Brief. What are the lines, written out exactly, from the one containing "Detect the street" to the end of the entries below? Include both ends and nothing more.

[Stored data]
:::

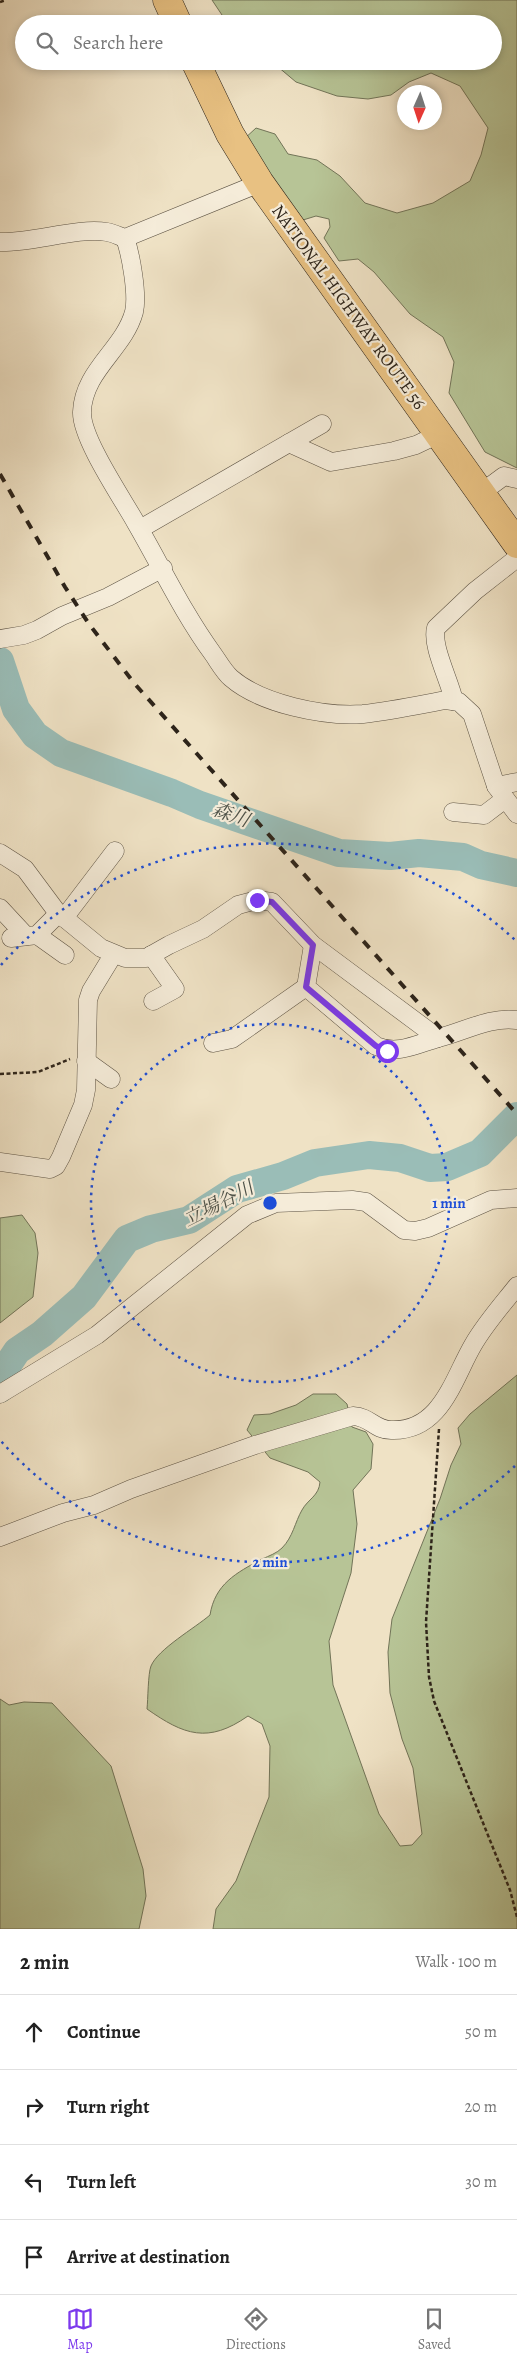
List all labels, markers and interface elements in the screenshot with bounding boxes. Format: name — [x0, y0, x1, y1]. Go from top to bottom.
search box — [15, 15, 502, 70]
icon: search — [33, 29, 61, 57]
text: Search here — [73, 30, 163, 56]
north arrow — [397, 85, 442, 130]
street label: NATIONAL HIGHWAY ROUTE 56 — [266, 200, 432, 414]
water label: 森川 — [208, 796, 255, 834]
route end — [246, 889, 269, 912]
route start — [376, 1040, 399, 1063]
water label: 立場谷川 — [179, 1174, 260, 1233]
text: 1 min — [432, 1193, 466, 1213]
centre of rings — [261, 1194, 279, 1212]
text: 2 min — [252, 1552, 288, 1572]
text: 2 min — [20, 1948, 69, 1976]
text: Walk · 100 m — [416, 1951, 497, 1973]
icon: ahead — [20, 2018, 48, 2046]
text: Continue — [67, 2019, 141, 2045]
text: 50 m — [465, 2021, 497, 2043]
icon: right — [20, 2093, 48, 2121]
text: Turn right — [67, 2094, 149, 2120]
text: 20 m — [464, 2096, 497, 2118]
icon: left — [20, 2168, 48, 2196]
text: Turn left — [67, 2169, 136, 2195]
text: 30 m — [465, 2171, 497, 2193]
icon: arrive — [20, 2243, 48, 2271]
text: Arrive at destination — [67, 2244, 230, 2270]
tab: Map — [66, 2305, 94, 2354]
tab: Directions — [226, 2305, 286, 2354]
tab: Saved — [418, 2305, 451, 2354]

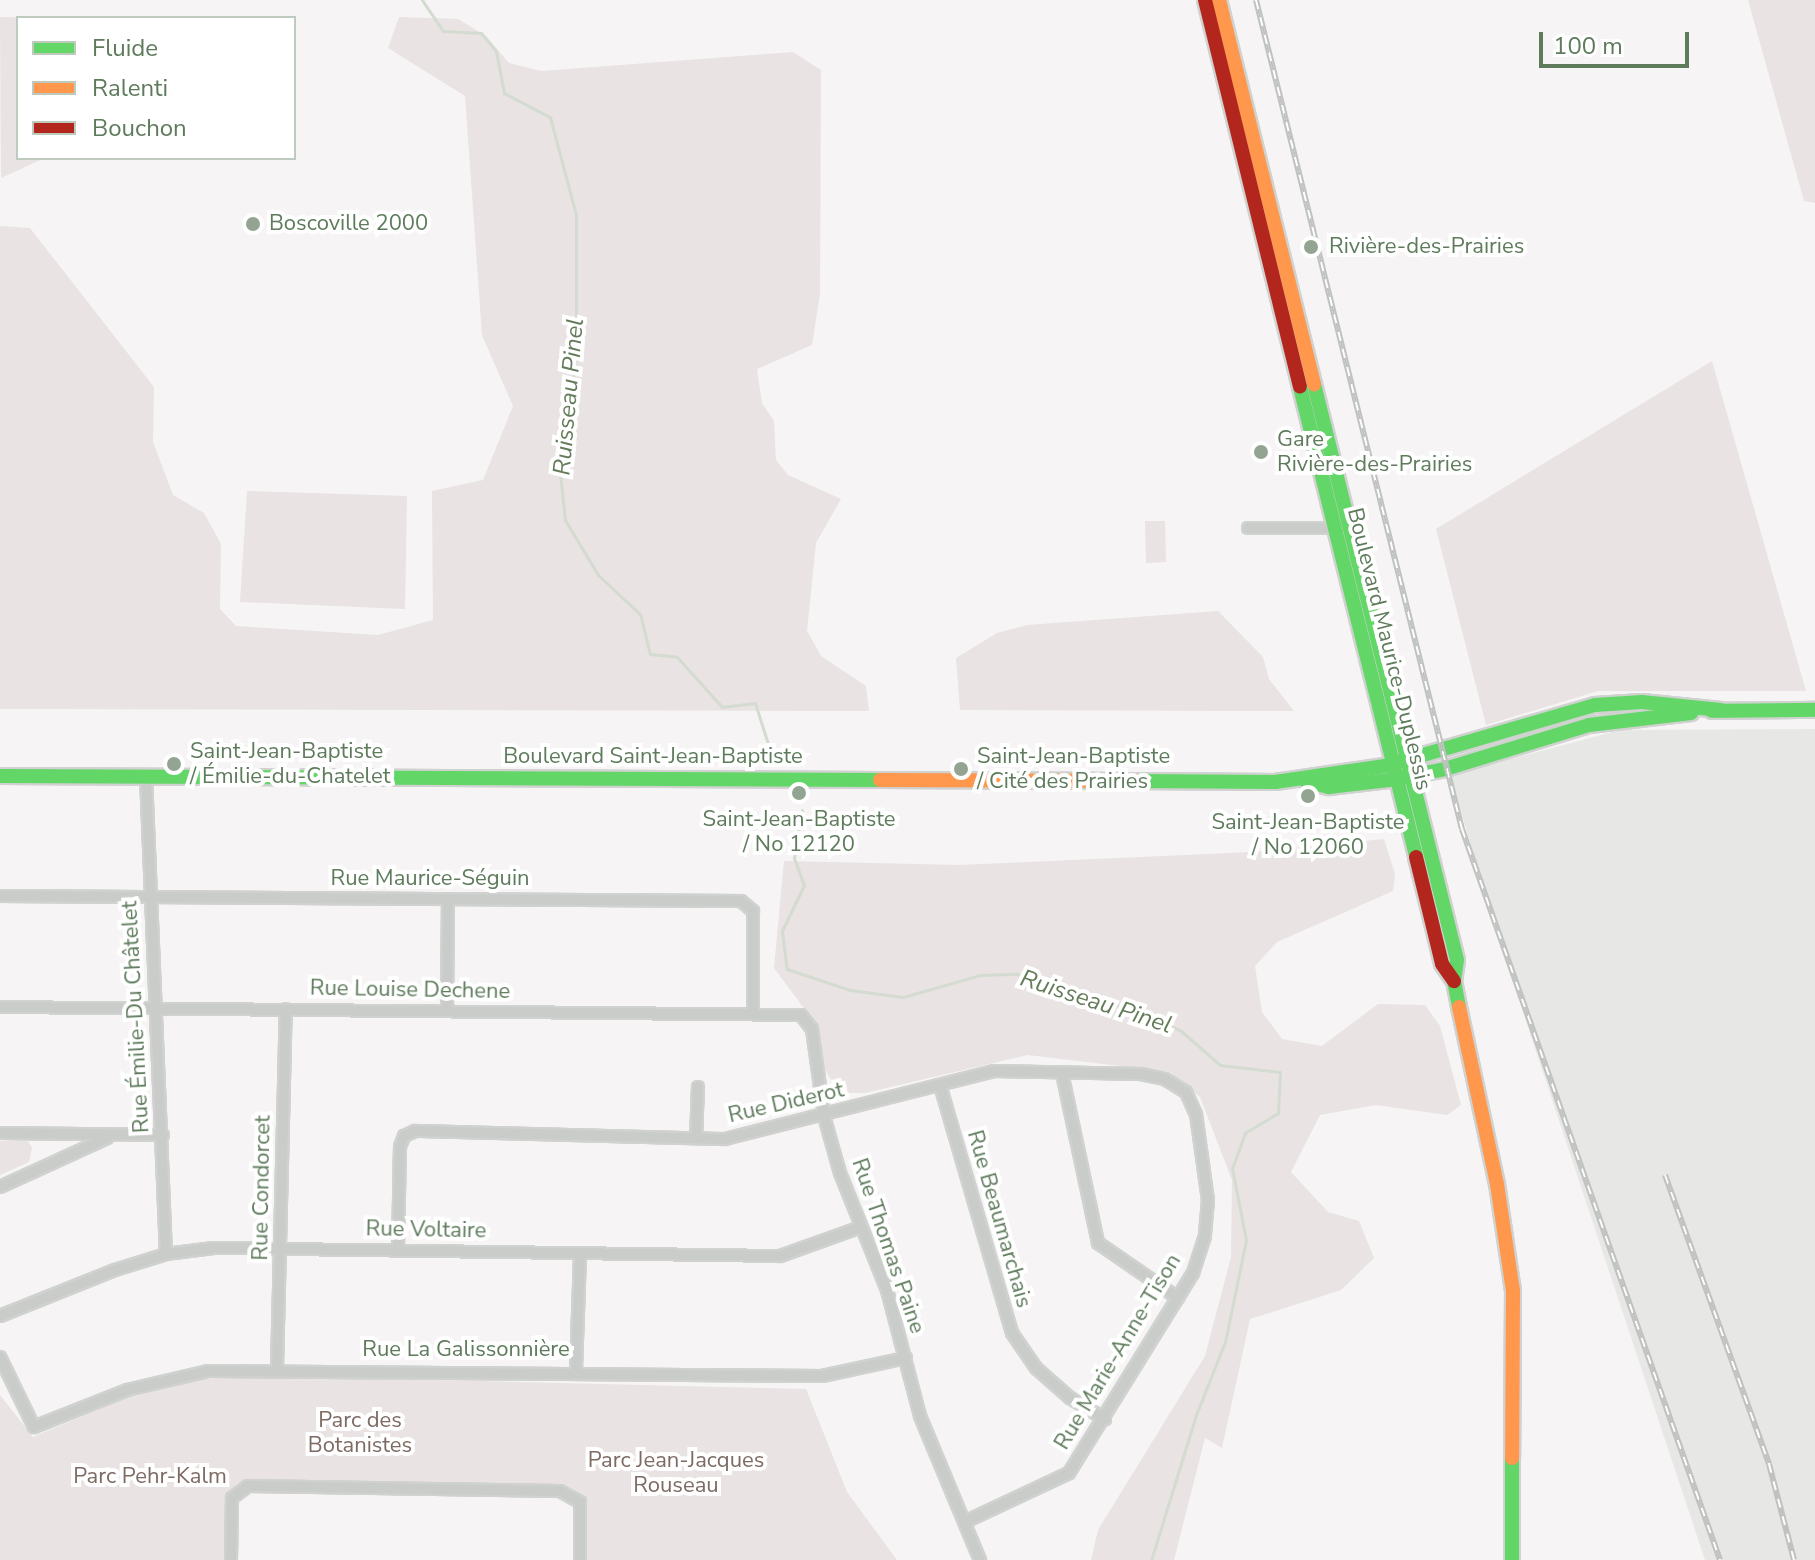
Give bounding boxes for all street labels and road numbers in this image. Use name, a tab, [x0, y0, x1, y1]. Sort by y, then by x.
street label: Boulevard Maurice-Duplessis	[1341, 505, 1437, 793]
street label: Boulevard Saint-Jean-Baptiste	[503, 744, 803, 770]
street label: Rue Maurice-Séguin	[330, 866, 530, 892]
street label: Rue Émilie-Du Châtelet	[117, 900, 155, 1134]
street label: Rue Louise Dechene	[310, 975, 510, 1005]
street label: Rue Diderot	[726, 1077, 846, 1129]
street label: Rue Condorcet	[248, 1115, 276, 1261]
street label: Rue Beaumarchais	[961, 1127, 1037, 1311]
street label: Rue Thomas Paine	[846, 1155, 930, 1337]
street label: Rue Voltaire	[365, 1216, 487, 1244]
street label: Rue Marie-Anne-Tison	[1049, 1249, 1187, 1455]
street label: Rue La Galissonnière	[362, 1337, 570, 1363]

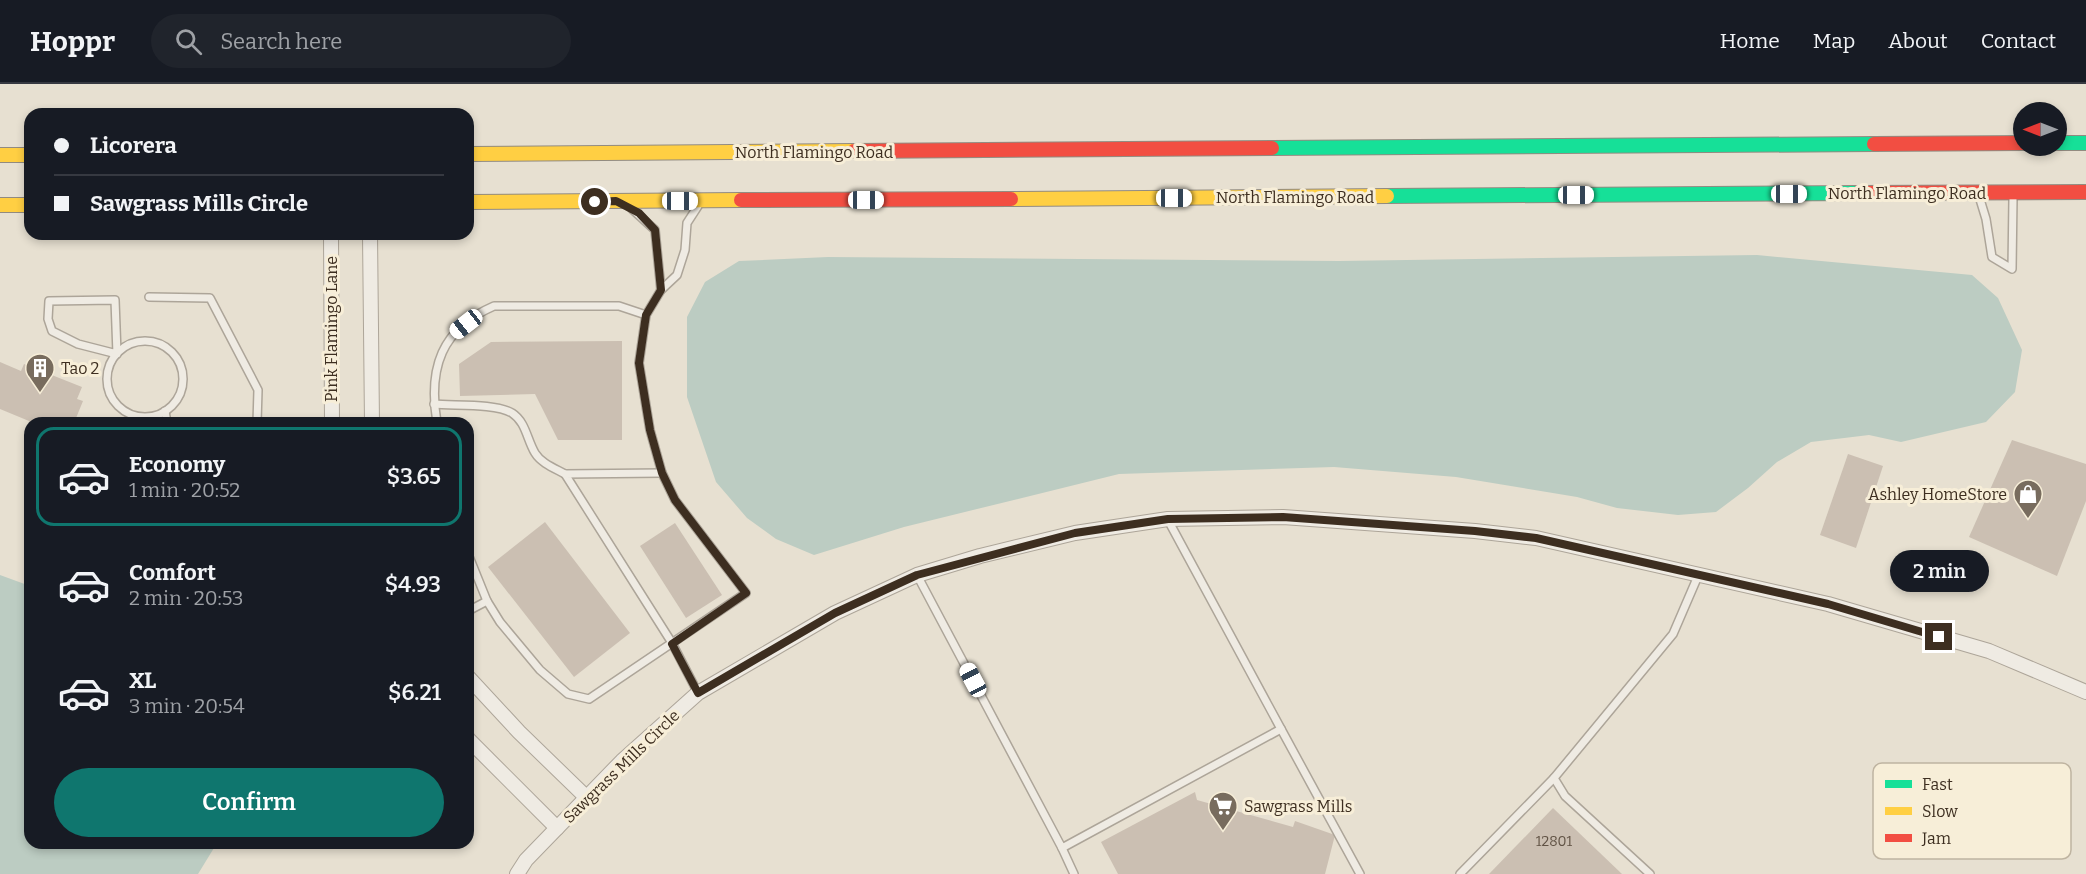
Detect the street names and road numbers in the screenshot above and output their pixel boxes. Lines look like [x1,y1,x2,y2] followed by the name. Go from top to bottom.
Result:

:::

Solution to this problem.
Detect the street names and road numbers in the screenshot above and output their pixel boxes. Lines look like [x1,y1,x2,y2] followed by the name. Go from top to bottom.
Result:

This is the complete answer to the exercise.